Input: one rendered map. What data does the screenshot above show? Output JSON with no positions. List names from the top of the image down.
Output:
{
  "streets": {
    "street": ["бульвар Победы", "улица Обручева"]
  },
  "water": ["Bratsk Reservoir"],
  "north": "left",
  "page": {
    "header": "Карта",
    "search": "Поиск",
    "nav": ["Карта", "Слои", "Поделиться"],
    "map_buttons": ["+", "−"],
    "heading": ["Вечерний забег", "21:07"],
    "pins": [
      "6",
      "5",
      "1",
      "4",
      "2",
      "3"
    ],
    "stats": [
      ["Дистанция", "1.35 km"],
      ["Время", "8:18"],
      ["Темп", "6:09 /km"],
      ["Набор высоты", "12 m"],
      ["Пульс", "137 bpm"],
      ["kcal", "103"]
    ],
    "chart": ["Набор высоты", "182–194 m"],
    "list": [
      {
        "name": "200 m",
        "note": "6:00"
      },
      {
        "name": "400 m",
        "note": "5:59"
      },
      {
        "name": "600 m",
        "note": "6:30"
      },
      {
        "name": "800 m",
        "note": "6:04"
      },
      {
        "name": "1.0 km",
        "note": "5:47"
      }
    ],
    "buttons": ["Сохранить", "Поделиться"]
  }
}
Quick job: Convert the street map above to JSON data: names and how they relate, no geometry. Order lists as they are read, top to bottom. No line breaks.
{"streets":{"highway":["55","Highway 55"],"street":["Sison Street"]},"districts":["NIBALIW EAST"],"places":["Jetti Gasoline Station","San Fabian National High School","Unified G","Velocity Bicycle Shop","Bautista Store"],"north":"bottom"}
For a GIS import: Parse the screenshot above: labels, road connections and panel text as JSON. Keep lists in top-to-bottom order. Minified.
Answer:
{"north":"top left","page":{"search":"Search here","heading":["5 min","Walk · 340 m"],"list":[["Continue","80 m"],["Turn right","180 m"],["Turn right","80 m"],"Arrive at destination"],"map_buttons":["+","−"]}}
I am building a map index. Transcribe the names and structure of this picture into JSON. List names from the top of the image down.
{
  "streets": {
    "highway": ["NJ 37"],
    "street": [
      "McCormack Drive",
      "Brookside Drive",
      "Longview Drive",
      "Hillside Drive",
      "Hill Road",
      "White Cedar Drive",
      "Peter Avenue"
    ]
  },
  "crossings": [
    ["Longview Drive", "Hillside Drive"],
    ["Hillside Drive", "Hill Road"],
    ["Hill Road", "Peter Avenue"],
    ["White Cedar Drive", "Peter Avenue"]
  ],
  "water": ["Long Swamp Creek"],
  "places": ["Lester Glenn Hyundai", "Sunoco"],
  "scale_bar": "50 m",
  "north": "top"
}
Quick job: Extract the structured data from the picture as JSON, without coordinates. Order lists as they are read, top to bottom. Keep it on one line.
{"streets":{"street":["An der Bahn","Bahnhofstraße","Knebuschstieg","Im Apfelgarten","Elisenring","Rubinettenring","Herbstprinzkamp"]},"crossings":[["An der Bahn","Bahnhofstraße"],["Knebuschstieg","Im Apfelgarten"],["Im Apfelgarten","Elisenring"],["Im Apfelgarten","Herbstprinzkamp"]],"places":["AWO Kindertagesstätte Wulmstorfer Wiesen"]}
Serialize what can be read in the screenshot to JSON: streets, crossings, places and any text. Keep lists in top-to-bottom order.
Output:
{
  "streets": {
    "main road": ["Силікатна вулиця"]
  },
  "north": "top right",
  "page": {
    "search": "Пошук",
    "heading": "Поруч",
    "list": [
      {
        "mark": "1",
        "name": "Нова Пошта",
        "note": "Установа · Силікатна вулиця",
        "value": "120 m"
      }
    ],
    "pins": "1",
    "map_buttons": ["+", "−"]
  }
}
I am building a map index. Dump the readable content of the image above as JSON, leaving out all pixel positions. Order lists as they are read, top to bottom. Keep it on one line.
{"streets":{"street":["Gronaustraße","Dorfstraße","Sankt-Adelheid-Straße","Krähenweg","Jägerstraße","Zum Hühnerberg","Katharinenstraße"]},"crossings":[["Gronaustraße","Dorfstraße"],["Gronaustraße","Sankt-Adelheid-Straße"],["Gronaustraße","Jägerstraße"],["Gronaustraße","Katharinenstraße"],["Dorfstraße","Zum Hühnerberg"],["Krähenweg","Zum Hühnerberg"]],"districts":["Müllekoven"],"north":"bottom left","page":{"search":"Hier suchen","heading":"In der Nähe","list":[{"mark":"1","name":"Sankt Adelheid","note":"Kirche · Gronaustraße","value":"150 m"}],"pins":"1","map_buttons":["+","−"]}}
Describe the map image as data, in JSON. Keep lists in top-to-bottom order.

++++++++

> _Try it_
Every line of the listing needs to be written out exactly.

> _Your solution_
Input: one rendered map. What data does the screenshot above show? Output JSON with no positions. List names from the top of the image down.
Output:
{
  "streets": {
    "street": ["бульвар Победы", "улица Обручева"]
  },
  "water": ["Bratsk Reservoir"],
  "north": "left",
  "page": {
    "header": "Карта",
    "search": "Поиск",
    "nav": ["Карта", "Слои", "Поделиться"],
    "map_buttons": ["+", "−"],
    "heading": ["Вечерний забег", "21:07"],
    "pins": [
      "6",
      "5",
      "1",
      "4",
      "2",
      "3"
    ],
    "stats": [
      ["Дистанция", "1.35 km"],
      ["Время", "8:18"],
      ["Темп", "6:09 /km"],
      ["Набор высоты", "12 m"],
      ["Пульс", "137 bpm"],
      ["kcal", "103"]
    ],
    "chart": ["Набор высоты", "182–194 m"],
    "list": [
      {
        "name": "200 m",
        "note": "6:00"
      },
      {
        "name": "400 m",
        "note": "5:59"
      },
      {
        "name": "600 m",
        "note": "6:30"
      },
      {
        "name": "800 m",
        "note": "6:04"
      },
      {
        "name": "1.0 km",
        "note": "5:47"
      }
    ],
    "buttons": ["Сохранить", "Поделиться"]
  }
}
Quick job: Convert the street map above to JSON data: names and how they relate, no geometry. Order lists as they are read, top to bottom. No line breaks.
{"streets":{"highway":["55","Highway 55"],"street":["Sison Street"]},"districts":["NIBALIW EAST"],"places":["Jetti Gasoline Station","San Fabian National High School","Unified G","Velocity Bicycle Shop","Bautista Store"],"north":"bottom"}
For a GIS import: Parse the screenshot above: labels, road connections and panel text as JSON. Keep lists in top-to-bottom order. Minified.
Answer:
{"north":"top left","page":{"search":"Search here","heading":["5 min","Walk · 340 m"],"list":[["Continue","80 m"],["Turn right","180 m"],["Turn right","80 m"],"Arrive at destination"],"map_buttons":["+","−"]}}
I am building a map index. Transcribe the names and structure of this picture into JSON. List names from the top of the image down.
{
  "streets": {
    "highway": ["NJ 37"],
    "street": [
      "McCormack Drive",
      "Brookside Drive",
      "Longview Drive",
      "Hillside Drive",
      "Hill Road",
      "White Cedar Drive",
      "Peter Avenue"
    ]
  },
  "crossings": [
    ["Longview Drive", "Hillside Drive"],
    ["Hillside Drive", "Hill Road"],
    ["Hill Road", "Peter Avenue"],
    ["White Cedar Drive", "Peter Avenue"]
  ],
  "water": ["Long Swamp Creek"],
  "places": ["Lester Glenn Hyundai", "Sunoco"],
  "scale_bar": "50 m",
  "north": "top"
}
Quick job: Extract the structured data from the picture as JSON, without coordinates. Order lists as they are read, top to bottom. Keep it on one line.
{"streets":{"street":["An der Bahn","Bahnhofstraße","Knebuschstieg","Im Apfelgarten","Elisenring","Rubinettenring","Herbstprinzkamp"]},"crossings":[["An der Bahn","Bahnhofstraße"],["Knebuschstieg","Im Apfelgarten"],["Im Apfelgarten","Elisenring"],["Im Apfelgarten","Herbstprinzkamp"]],"places":["AWO Kindertagesstätte Wulmstorfer Wiesen"]}
Serialize what can be read in the screenshot to JSON: streets, crossings, places and any text. Keep lists in top-to-bottom order.
Output:
{
  "streets": {
    "main road": ["Силікатна вулиця"]
  },
  "north": "top right",
  "page": {
    "search": "Пошук",
    "heading": "Поруч",
    "list": [
      {
        "mark": "1",
        "name": "Нова Пошта",
        "note": "Установа · Силікатна вулиця",
        "value": "120 m"
      }
    ],
    "pins": "1",
    "map_buttons": ["+", "−"]
  }
}
I am building a map index. Dump the readable content of the image above as JSON, leaving out all pixel positions. Order lists as they are read, top to bottom. Keep it on one line.
{"streets":{"street":["Gronaustraße","Dorfstraße","Sankt-Adelheid-Straße","Krähenweg","Jägerstraße","Zum Hühnerberg","Katharinenstraße"]},"crossings":[["Gronaustraße","Dorfstraße"],["Gronaustraße","Sankt-Adelheid-Straße"],["Gronaustraße","Jägerstraße"],["Gronaustraße","Katharinenstraße"],["Dorfstraße","Zum Hühnerberg"],["Krähenweg","Zum Hühnerberg"]],"districts":["Müllekoven"],"north":"bottom left","page":{"search":"Hier suchen","heading":"In der Nähe","list":[{"mark":"1","name":"Sankt Adelheid","note":"Kirche · Gronaustraße","value":"150 m"}],"pins":"1","map_buttons":["+","−"]}}
Describe the map image as data, in JSON. Keep lists in top-to-bottom order.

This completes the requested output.